» The problem: Scan the records below for the line with "20v-9H6M10 6l-5 5" and the line with "4h4l2 5-3 2q2". Repeat those two lines and every line between them exactly, and nothing else.

*** Entries supplied

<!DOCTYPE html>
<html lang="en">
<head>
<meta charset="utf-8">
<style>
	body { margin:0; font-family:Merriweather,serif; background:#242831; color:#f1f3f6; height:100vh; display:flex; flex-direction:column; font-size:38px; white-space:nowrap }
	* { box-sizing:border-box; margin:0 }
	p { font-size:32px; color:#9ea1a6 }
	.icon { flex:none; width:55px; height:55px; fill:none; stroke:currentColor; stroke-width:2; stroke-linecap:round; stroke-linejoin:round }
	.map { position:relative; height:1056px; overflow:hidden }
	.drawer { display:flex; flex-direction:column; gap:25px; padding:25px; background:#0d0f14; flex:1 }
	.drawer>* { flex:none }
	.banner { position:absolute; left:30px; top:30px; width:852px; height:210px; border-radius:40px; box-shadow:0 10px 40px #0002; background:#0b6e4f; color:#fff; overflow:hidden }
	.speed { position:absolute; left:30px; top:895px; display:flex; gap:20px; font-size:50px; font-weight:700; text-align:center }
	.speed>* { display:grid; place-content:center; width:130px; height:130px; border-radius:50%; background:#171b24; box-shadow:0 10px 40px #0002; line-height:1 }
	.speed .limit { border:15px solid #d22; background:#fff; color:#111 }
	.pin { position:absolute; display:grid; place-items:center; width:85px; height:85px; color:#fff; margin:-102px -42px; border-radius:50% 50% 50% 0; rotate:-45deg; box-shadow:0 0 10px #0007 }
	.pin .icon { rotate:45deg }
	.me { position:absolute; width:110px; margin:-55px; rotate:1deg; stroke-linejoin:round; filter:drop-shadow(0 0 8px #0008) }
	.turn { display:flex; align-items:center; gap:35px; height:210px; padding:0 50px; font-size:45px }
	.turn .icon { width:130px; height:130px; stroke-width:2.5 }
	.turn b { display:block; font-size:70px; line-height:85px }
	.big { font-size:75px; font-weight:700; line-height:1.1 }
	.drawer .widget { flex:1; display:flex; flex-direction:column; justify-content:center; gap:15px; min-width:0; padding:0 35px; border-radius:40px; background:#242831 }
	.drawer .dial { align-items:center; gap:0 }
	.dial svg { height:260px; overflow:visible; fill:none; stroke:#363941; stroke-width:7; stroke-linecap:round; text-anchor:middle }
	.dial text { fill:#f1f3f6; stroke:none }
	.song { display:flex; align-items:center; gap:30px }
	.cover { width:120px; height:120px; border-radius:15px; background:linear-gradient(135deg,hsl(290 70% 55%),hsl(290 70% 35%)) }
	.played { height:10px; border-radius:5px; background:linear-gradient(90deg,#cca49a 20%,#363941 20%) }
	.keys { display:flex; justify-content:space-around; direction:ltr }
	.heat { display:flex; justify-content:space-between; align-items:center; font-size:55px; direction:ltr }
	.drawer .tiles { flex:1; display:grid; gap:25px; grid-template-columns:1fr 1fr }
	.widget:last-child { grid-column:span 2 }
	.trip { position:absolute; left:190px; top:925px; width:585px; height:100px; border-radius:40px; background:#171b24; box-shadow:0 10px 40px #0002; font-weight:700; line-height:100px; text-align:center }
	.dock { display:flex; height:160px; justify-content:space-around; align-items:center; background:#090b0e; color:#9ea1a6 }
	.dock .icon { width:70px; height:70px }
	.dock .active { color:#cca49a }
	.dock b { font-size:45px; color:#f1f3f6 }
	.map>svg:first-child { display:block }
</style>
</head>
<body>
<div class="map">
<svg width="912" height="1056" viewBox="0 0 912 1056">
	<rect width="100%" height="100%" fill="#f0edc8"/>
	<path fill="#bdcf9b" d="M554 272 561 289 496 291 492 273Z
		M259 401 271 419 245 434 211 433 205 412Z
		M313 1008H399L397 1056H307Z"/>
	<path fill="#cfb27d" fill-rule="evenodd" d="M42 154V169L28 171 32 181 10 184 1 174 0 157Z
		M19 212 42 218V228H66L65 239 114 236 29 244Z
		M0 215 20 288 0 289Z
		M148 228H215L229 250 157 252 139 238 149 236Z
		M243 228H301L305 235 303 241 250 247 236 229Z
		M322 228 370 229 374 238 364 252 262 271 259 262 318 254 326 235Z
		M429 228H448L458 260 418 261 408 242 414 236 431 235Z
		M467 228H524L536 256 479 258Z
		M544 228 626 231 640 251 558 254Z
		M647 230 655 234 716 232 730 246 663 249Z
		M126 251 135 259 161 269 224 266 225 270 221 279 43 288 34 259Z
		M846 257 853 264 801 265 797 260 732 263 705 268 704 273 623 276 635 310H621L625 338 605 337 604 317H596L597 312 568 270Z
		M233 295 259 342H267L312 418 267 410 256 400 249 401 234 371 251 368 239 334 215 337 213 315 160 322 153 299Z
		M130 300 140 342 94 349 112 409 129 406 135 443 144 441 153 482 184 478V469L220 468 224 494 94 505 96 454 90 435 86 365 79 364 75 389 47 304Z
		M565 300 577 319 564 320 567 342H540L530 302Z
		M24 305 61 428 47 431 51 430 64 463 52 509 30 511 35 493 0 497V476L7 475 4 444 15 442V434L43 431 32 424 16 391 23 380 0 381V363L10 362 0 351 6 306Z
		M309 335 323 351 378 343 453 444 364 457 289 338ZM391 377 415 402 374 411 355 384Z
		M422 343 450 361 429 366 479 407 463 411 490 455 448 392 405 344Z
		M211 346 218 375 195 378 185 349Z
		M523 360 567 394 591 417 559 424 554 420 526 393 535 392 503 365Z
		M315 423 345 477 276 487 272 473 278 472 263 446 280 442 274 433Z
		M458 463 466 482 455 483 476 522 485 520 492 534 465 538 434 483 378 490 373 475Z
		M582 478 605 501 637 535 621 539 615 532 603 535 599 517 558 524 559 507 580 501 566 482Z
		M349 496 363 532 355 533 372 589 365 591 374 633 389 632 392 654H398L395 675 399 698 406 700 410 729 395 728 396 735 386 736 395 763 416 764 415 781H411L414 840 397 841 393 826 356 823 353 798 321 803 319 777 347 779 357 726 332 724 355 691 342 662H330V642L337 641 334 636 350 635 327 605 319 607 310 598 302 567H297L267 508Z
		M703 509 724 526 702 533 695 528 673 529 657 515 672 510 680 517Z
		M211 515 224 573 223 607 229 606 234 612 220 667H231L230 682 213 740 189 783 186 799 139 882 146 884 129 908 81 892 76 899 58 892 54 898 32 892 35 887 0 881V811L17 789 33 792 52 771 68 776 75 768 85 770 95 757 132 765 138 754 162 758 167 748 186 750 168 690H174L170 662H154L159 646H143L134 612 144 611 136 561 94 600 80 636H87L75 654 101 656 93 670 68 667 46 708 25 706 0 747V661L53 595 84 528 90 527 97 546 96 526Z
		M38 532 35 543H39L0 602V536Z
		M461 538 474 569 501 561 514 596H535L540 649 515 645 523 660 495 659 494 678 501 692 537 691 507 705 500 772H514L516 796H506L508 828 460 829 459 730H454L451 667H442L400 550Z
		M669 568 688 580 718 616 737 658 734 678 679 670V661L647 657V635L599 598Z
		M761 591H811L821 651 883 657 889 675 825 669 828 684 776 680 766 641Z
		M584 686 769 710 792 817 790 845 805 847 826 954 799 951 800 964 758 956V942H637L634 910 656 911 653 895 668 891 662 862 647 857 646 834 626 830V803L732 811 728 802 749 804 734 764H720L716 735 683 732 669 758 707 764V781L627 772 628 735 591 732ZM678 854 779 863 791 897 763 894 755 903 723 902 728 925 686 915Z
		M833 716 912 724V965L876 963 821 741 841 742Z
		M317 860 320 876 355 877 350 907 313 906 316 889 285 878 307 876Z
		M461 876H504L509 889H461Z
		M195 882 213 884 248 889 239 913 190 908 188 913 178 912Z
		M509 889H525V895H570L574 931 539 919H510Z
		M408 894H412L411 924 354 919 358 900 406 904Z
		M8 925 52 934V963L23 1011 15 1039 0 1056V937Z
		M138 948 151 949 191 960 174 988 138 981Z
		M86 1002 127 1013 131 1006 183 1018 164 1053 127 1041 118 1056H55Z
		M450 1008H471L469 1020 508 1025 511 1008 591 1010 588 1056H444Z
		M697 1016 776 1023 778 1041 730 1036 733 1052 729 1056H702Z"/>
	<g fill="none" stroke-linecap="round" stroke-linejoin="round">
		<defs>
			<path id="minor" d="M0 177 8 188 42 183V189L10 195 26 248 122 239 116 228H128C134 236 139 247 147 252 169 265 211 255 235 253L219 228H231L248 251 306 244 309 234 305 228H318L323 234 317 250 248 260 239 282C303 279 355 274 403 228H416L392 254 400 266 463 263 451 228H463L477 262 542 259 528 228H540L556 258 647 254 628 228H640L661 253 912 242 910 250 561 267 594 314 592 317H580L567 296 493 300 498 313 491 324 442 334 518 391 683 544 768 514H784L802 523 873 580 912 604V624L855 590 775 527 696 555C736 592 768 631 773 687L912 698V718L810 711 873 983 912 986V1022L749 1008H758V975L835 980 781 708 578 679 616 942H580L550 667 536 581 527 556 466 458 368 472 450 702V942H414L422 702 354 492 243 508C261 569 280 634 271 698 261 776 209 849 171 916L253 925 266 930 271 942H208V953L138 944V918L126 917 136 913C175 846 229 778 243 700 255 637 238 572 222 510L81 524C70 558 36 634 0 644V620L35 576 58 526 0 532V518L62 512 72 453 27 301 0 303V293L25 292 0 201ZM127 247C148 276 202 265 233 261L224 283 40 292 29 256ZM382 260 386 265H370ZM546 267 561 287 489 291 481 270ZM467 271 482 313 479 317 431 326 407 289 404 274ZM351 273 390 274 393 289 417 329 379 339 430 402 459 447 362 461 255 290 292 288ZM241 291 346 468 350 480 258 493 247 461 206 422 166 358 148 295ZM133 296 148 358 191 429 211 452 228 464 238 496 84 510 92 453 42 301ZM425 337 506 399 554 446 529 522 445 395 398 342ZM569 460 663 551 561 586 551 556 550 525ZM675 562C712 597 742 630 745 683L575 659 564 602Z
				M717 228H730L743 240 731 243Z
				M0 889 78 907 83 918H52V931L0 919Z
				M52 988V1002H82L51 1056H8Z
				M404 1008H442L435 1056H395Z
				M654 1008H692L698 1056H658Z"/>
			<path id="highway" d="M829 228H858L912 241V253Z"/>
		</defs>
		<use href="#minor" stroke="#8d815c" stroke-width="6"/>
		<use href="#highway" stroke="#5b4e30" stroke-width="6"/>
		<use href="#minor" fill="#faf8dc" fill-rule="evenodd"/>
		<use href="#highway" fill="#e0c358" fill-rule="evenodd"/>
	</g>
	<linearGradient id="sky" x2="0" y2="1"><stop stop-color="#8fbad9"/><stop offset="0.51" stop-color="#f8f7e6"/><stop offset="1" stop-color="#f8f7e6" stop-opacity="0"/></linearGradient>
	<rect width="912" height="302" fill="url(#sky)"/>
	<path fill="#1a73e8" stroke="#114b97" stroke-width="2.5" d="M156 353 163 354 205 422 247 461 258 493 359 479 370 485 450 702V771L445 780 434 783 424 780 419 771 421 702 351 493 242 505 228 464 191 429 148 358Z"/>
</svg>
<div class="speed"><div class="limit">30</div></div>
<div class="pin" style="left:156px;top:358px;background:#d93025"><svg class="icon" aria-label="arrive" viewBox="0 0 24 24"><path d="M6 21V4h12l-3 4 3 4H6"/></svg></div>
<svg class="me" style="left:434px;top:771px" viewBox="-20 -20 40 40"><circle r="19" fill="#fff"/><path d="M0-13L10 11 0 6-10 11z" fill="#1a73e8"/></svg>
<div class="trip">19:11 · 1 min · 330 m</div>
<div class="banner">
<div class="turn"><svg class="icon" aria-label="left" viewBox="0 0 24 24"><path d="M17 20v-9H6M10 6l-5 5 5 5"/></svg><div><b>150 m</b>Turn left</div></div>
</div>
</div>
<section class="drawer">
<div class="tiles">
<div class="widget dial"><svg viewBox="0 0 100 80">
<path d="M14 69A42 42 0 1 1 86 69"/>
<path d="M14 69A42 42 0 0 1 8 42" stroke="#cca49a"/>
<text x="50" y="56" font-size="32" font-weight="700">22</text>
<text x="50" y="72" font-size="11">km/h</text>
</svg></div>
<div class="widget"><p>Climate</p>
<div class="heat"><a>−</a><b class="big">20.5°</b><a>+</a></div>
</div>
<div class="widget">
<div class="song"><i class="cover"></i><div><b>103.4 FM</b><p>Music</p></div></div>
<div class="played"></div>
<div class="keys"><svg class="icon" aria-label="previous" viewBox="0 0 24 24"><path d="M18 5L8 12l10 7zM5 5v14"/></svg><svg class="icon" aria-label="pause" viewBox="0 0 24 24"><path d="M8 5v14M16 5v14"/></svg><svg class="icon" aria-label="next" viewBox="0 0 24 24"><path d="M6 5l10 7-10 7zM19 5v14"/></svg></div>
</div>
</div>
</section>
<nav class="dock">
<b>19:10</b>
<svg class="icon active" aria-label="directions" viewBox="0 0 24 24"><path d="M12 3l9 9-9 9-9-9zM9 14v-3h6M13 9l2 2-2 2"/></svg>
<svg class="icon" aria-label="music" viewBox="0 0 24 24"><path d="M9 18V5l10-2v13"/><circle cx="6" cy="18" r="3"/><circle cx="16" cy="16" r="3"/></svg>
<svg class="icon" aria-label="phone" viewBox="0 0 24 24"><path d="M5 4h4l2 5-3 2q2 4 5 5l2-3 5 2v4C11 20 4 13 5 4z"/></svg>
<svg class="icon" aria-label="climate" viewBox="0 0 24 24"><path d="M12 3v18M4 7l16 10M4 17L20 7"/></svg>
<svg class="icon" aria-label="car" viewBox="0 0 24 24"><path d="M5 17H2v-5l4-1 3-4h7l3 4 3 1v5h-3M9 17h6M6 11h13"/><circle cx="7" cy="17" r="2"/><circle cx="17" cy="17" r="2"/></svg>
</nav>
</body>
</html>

******

» Task response:
<div class="turn"><svg class="icon" aria-label="left" viewBox="0 0 24 24"><path d="M17 20v-9H6M10 6l-5 5 5 5"/></svg><div><b>150 m</b>Turn left</div></div>
</div>
</div>
<section class="drawer">
<div class="tiles">
<div class="widget dial"><svg viewBox="0 0 100 80">
<path d="M14 69A42 42 0 1 1 86 69"/>
<path d="M14 69A42 42 0 0 1 8 42" stroke="#cca49a"/>
<text x="50" y="56" font-size="32" font-weight="700">22</text>
<text x="50" y="72" font-size="11">km/h</text>
</svg></div>
<div class="widget"><p>Climate</p>
<div class="heat"><a>−</a><b class="big">20.5°</b><a>+</a></div>
</div>
<div class="widget">
<div class="song"><i class="cover"></i><div><b>103.4 FM</b><p>Music</p></div></div>
<div class="played"></div>
<div class="keys"><svg class="icon" aria-label="previous" viewBox="0 0 24 24"><path d="M18 5L8 12l10 7zM5 5v14"/></svg><svg class="icon" aria-label="pause" viewBox="0 0 24 24"><path d="M8 5v14M16 5v14"/></svg><svg class="icon" aria-label="next" viewBox="0 0 24 24"><path d="M6 5l10 7-10 7zM19 5v14"/></svg></div>
</div>
</div>
</section>
<nav class="dock">
<b>19:10</b>
<svg class="icon active" aria-label="directions" viewBox="0 0 24 24"><path d="M12 3l9 9-9 9-9-9zM9 14v-3h6M13 9l2 2-2 2"/></svg>
<svg class="icon" aria-label="music" viewBox="0 0 24 24"><path d="M9 18V5l10-2v13"/><circle cx="6" cy="18" r="3"/><circle cx="16" cy="16" r="3"/></svg>
<svg class="icon" aria-label="phone" viewBox="0 0 24 24"><path d="M5 4h4l2 5-3 2q2 4 5 5l2-3 5 2v4C11 20 4 13 5 4z"/></svg>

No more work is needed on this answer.